Wer nur ein wenig darüber nachdenkt, wofür heutzutage das meisten Geld in der sogenannten „Freizeit“ ausgegeben wird, dem wird sehr schnell klar, dass der Kunde auch hier König ist: für ein Konzert mit den „Stars der Volksmusik“ (überwiegend Schlager mit Heile-Welt-Inhalten, was eben im oberdeutschen Bereich meist überzeugender gekonnt wird als im Norden, wenn ich mich einmal so ausdrücken darf …), für ein solches Konzert zahlen locker mehrere hundert oder auch tausend Menschen Summen im oberen zweistelligen Bereich, während für ein absolut innovatives Konzert, das so Neues bringt, dass es keinem gängigen Genre-Schema unterworfen werden kann, kaum Eintritt erhoben werden kann – es kommt schon so kaum einer..

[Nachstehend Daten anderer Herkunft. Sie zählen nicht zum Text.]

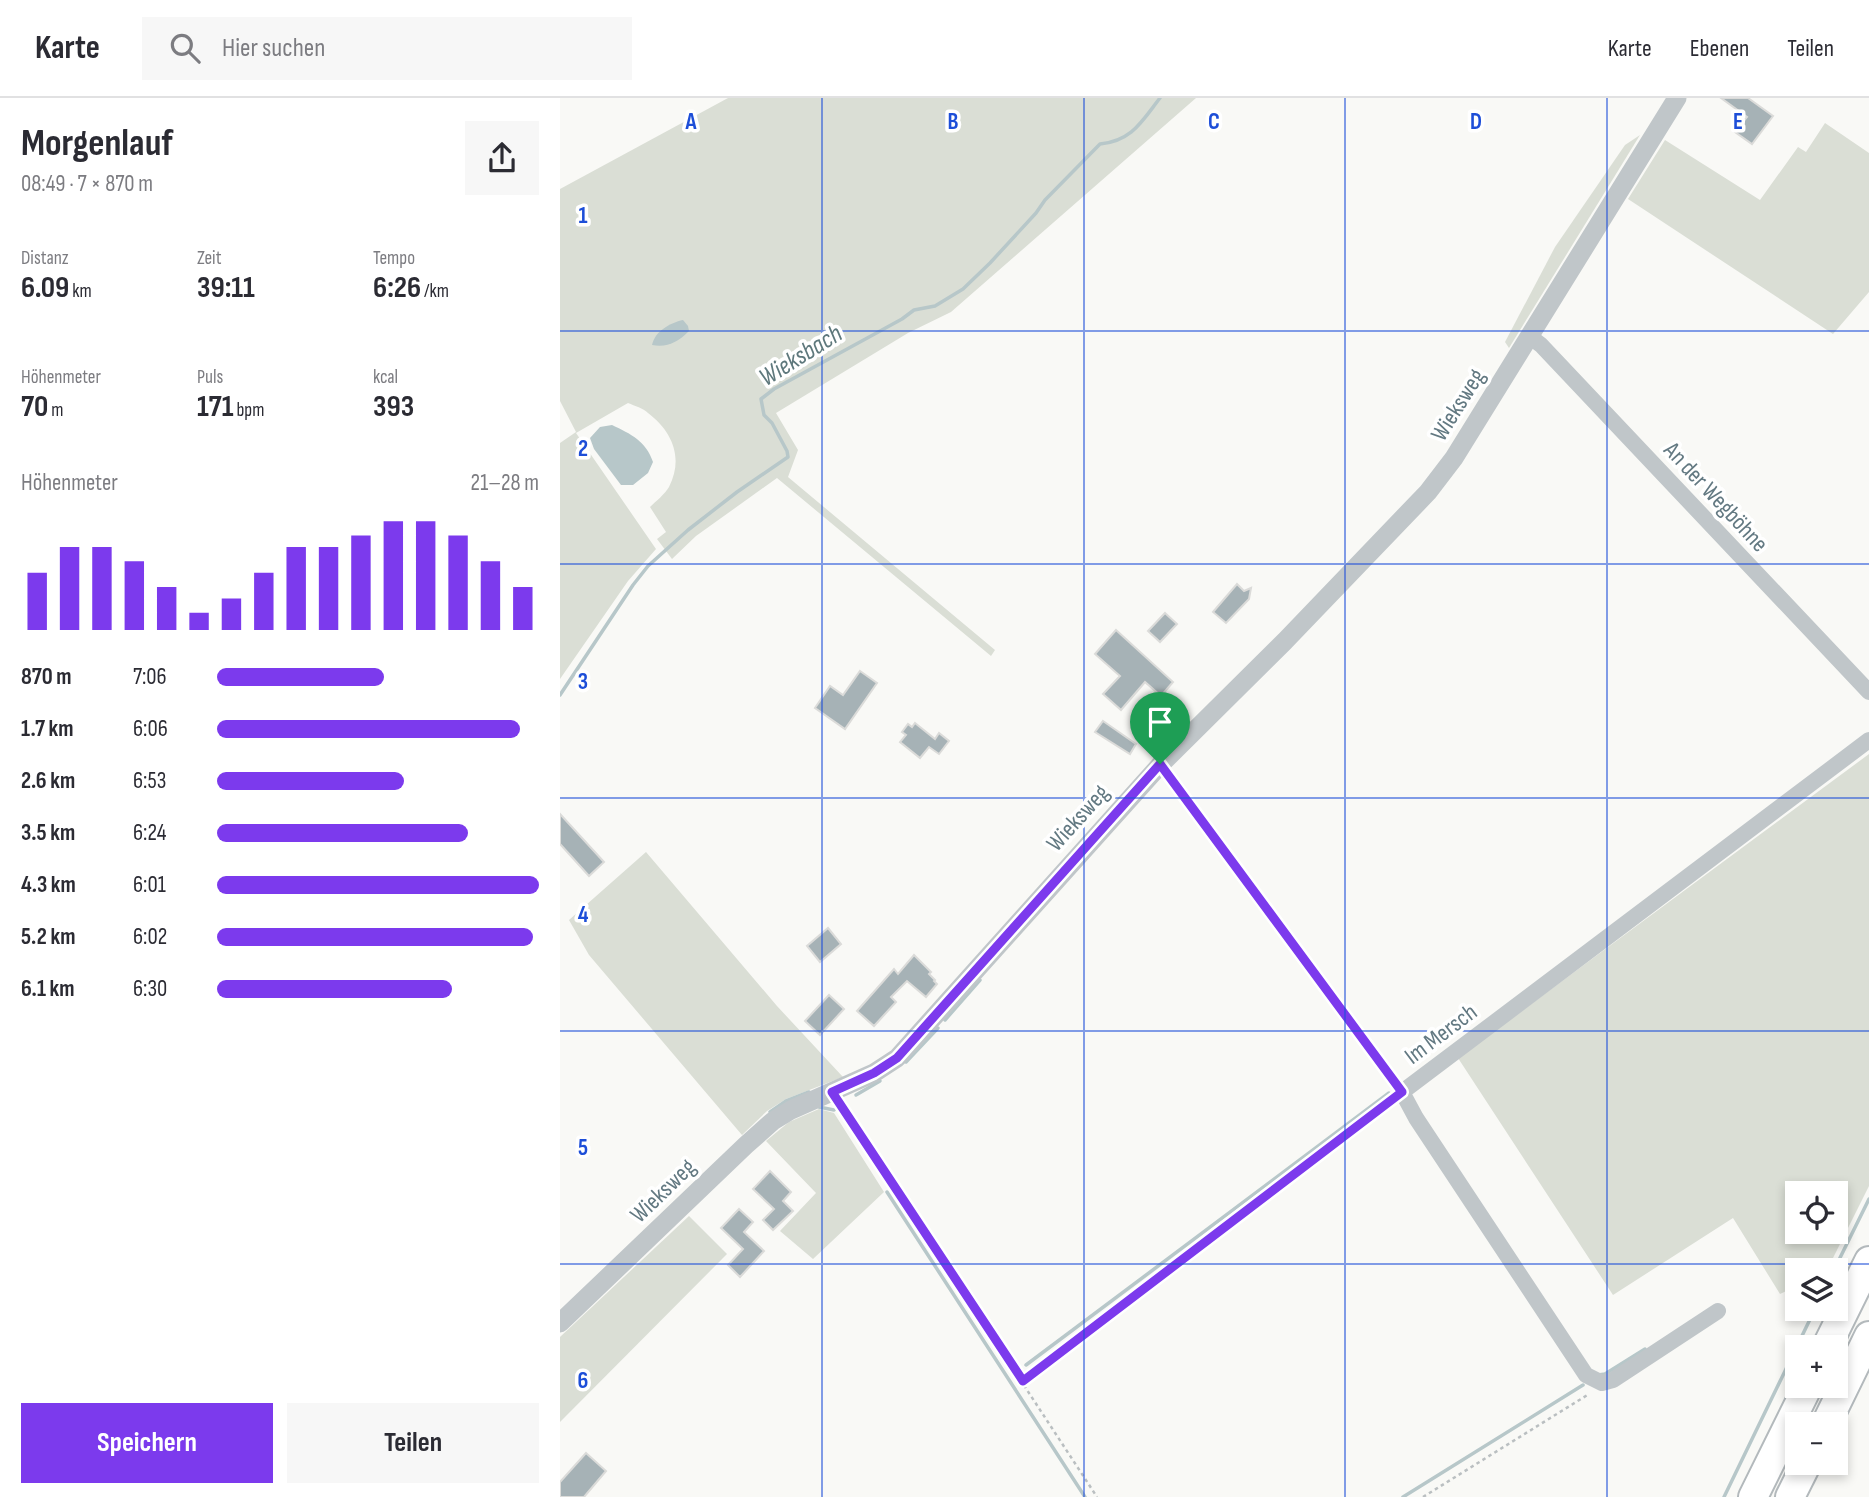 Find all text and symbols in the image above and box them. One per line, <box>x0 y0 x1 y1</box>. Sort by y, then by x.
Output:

Da gibt es nun auch noch ein weiteres Problem zu bedenken: die sogenannte „Klassik“-Szene, die davon lebt, dass oftmals sensationell gute Musiker Werke vergangener Zeiten interpretieren, tut auch nichts anderes als Bestehendes zu reproduzieren, nur auf einem nach bürgerlichen Maßstäben „höheren“ Niveau. Ob ein Zuhörer ein Klarinettenkonzert von Mozart immer wieder genießt oder den bekannten Schlager von Klaus&Klaus in im Grundsatz dasselbe: er möchte in seinem Innern angeregt wissen, was er schon kennt und was ihm gefällt. Dazu benutzt er die Musik.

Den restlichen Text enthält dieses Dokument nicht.